> Exercise objective: Among the entries below, how many lines have the word "Hindu"? Answer only with the number.

Top of The input

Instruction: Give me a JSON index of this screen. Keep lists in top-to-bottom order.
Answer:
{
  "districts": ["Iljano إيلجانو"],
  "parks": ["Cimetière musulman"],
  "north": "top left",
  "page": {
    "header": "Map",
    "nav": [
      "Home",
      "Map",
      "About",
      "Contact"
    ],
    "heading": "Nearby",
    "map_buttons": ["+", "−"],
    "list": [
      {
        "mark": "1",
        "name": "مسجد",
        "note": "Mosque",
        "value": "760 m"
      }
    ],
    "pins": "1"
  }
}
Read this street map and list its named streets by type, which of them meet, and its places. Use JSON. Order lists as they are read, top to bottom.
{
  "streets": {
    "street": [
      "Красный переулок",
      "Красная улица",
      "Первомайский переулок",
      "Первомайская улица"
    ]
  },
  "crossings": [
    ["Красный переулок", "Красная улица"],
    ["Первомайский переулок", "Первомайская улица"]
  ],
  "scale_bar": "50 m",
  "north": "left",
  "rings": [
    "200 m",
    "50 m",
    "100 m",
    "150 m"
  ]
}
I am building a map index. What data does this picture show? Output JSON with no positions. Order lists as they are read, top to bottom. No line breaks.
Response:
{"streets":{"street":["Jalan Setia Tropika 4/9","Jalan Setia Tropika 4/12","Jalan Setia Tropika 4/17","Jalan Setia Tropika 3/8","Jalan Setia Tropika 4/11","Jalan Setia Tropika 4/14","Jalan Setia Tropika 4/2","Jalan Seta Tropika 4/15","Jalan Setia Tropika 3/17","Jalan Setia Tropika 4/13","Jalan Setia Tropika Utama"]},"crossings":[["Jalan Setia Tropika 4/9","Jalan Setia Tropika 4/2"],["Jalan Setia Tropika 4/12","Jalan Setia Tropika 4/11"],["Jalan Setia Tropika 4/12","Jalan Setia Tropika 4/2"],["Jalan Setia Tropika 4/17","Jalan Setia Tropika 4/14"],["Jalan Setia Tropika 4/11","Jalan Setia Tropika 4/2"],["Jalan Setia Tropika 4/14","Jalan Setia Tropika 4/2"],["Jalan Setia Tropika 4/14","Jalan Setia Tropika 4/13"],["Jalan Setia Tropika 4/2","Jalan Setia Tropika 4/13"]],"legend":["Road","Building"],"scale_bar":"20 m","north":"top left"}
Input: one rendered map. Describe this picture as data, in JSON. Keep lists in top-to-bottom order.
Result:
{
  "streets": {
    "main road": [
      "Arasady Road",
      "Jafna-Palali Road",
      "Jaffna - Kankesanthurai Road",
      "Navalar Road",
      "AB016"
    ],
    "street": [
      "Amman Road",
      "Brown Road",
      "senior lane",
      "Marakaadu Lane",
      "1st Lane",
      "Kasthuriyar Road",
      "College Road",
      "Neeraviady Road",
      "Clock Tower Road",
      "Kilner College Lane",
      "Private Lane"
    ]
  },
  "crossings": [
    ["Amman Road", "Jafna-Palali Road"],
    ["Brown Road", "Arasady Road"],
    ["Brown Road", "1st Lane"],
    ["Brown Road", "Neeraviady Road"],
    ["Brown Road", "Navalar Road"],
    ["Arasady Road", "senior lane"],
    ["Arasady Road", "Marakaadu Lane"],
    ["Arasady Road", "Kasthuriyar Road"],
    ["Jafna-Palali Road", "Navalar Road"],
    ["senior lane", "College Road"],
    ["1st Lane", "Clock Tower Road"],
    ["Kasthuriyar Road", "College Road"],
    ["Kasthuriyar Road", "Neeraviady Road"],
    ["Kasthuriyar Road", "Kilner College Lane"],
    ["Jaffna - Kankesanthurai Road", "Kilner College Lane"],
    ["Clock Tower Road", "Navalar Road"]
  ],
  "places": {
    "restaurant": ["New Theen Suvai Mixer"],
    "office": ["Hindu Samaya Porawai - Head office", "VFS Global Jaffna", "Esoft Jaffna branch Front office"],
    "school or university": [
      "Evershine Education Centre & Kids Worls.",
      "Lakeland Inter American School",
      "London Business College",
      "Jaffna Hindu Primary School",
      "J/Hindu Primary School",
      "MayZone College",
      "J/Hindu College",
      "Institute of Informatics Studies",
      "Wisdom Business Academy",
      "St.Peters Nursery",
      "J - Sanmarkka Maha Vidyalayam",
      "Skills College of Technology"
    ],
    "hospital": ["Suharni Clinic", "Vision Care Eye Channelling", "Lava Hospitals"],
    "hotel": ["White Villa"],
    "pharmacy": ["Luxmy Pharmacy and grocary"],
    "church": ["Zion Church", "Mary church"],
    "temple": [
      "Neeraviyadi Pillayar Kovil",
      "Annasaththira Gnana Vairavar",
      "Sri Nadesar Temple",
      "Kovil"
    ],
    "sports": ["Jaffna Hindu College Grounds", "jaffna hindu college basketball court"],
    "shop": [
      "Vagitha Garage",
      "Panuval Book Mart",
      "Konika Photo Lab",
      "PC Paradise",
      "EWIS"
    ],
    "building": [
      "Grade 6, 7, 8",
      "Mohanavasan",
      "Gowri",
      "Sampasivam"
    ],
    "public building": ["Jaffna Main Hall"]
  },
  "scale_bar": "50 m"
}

Bottom of The input

> Output of the task: 5